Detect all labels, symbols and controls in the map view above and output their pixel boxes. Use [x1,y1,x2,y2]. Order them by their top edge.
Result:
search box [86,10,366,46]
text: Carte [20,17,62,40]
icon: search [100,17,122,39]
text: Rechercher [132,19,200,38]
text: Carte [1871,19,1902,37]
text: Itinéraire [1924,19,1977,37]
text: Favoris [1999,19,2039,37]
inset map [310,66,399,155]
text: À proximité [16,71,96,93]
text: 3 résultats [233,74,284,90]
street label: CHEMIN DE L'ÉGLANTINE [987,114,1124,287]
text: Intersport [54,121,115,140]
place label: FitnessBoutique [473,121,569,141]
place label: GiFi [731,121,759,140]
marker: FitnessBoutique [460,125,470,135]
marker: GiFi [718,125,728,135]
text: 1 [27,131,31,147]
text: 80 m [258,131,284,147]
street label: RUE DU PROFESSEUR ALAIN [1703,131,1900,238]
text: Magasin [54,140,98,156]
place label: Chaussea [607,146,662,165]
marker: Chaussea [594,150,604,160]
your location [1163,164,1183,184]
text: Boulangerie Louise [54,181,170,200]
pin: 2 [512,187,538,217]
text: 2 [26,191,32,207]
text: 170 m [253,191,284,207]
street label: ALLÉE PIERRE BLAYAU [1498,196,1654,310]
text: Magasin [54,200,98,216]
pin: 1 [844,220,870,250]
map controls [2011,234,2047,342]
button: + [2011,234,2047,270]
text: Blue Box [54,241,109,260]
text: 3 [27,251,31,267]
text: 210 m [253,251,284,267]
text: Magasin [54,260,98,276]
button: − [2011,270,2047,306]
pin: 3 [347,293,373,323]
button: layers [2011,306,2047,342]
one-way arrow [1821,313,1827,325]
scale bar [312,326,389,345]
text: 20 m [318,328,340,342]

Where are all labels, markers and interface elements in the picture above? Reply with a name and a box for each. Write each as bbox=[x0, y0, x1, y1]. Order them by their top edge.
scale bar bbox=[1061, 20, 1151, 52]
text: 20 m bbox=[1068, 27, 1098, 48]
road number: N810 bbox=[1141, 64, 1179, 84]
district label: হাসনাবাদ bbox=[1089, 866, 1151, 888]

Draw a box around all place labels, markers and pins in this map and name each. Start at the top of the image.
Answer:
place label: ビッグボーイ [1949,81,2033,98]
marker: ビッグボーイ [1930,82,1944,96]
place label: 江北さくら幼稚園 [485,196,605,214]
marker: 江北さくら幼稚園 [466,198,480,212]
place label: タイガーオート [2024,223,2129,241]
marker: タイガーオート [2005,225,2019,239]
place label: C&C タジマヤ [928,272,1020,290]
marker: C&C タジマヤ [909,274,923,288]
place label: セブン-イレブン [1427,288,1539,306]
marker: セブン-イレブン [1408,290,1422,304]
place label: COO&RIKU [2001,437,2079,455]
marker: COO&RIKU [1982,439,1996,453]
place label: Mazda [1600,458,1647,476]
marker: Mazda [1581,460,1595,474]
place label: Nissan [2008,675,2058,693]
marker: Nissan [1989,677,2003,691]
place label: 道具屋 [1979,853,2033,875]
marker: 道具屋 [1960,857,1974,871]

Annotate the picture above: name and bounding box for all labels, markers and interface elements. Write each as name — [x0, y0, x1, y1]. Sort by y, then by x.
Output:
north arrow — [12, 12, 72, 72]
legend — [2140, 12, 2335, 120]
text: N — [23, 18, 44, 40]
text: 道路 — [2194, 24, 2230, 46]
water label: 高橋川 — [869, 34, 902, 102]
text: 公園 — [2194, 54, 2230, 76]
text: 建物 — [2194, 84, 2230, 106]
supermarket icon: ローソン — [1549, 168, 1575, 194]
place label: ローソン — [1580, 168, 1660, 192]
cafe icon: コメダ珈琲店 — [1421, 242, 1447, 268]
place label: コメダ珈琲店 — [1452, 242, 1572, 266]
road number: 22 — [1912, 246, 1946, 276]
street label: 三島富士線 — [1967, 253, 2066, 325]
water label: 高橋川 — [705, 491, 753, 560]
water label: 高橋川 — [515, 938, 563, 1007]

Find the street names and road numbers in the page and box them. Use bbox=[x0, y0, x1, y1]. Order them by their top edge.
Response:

EXERCISE DETAILS - Give back all the data exactly as it was written.

SOLVED PROBLEM -
Detect all labels, symbols and controls in the map view above and output their pixel boxes. Use [x1,y1,x2,y2]. Order them by their top edge.
Result:
search box [86,10,366,46]
text: Carte [20,17,62,40]
icon: search [100,17,122,39]
text: Rechercher [132,19,200,38]
text: Carte [1871,19,1902,37]
text: Itinéraire [1924,19,1977,37]
text: Favoris [1999,19,2039,37]
inset map [310,66,399,155]
text: À proximité [16,71,96,93]
text: 3 résultats [233,74,284,90]
street label: CHEMIN DE L'ÉGLANTINE [987,114,1124,287]
text: Intersport [54,121,115,140]
place label: FitnessBoutique [473,121,569,141]
place label: GiFi [731,121,759,140]
marker: FitnessBoutique [460,125,470,135]
marker: GiFi [718,125,728,135]
text: 1 [27,131,31,147]
text: 80 m [258,131,284,147]
street label: RUE DU PROFESSEUR ALAIN [1703,131,1900,238]
text: Magasin [54,140,98,156]
place label: Chaussea [607,146,662,165]
marker: Chaussea [594,150,604,160]
your location [1163,164,1183,184]
text: Boulangerie Louise [54,181,170,200]
pin: 2 [512,187,538,217]
text: 2 [26,191,32,207]
text: 170 m [253,191,284,207]
street label: ALLÉE PIERRE BLAYAU [1498,196,1654,310]
text: Magasin [54,200,98,216]
pin: 1 [844,220,870,250]
map controls [2011,234,2047,342]
button: + [2011,234,2047,270]
text: Blue Box [54,241,109,260]
text: 3 [27,251,31,267]
text: 210 m [253,251,284,267]
text: Magasin [54,260,98,276]
button: − [2011,270,2047,306]
pin: 3 [347,293,373,323]
button: layers [2011,306,2047,342]
one-way arrow [1821,313,1827,325]
scale bar [312,326,389,345]
text: 20 m [318,328,340,342]

Where are all labels, markers and interface elements in the picture above? Reply with a name and a box for each. Write each as bbox=[x0, y0, x1, y1]. Order them by their top edge.
scale bar bbox=[1061, 20, 1151, 52]
text: 20 m bbox=[1068, 27, 1098, 48]
road number: N810 bbox=[1141, 64, 1179, 84]
district label: হাসনাবাদ bbox=[1089, 866, 1151, 888]

Draw a box around all place labels, markers and pins in this map and name each. Start at the top of the image.
Answer:
place label: ビッグボーイ [1949,81,2033,98]
marker: ビッグボーイ [1930,82,1944,96]
place label: 江北さくら幼稚園 [485,196,605,214]
marker: 江北さくら幼稚園 [466,198,480,212]
place label: タイガーオート [2024,223,2129,241]
marker: タイガーオート [2005,225,2019,239]
place label: C&C タジマヤ [928,272,1020,290]
marker: C&C タジマヤ [909,274,923,288]
place label: セブン-イレブン [1427,288,1539,306]
marker: セブン-イレブン [1408,290,1422,304]
place label: COO&RIKU [2001,437,2079,455]
marker: COO&RIKU [1982,439,1996,453]
place label: Mazda [1600,458,1647,476]
marker: Mazda [1581,460,1595,474]
place label: Nissan [2008,675,2058,693]
marker: Nissan [1989,677,2003,691]
place label: 道具屋 [1979,853,2033,875]
marker: 道具屋 [1960,857,1974,871]

Annotate the picture above: name and bounding box for all labels, markers and interface elements. Write each as name — [x0, y0, x1, y1]. Sort by y, then by x.
Output:
north arrow — [12, 12, 72, 72]
legend — [2140, 12, 2335, 120]
text: N — [23, 18, 44, 40]
text: 道路 — [2194, 24, 2230, 46]
water label: 高橋川 — [869, 34, 902, 102]
text: 公園 — [2194, 54, 2230, 76]
text: 建物 — [2194, 84, 2230, 106]
supermarket icon: ローソン — [1549, 168, 1575, 194]
place label: ローソン — [1580, 168, 1660, 192]
cafe icon: コメダ珈琲店 — [1421, 242, 1447, 268]
place label: コメダ珈琲店 — [1452, 242, 1572, 266]
road number: 22 — [1912, 246, 1946, 276]
street label: 三島富士線 — [1967, 253, 2066, 325]
water label: 高橋川 — [705, 491, 753, 560]
water label: 高橋川 — [515, 938, 563, 1007]

Find the street names and road numbers in the page and box them. Use bbox=[x0, y0, x1, y1]. Order them by their top edge.
Response:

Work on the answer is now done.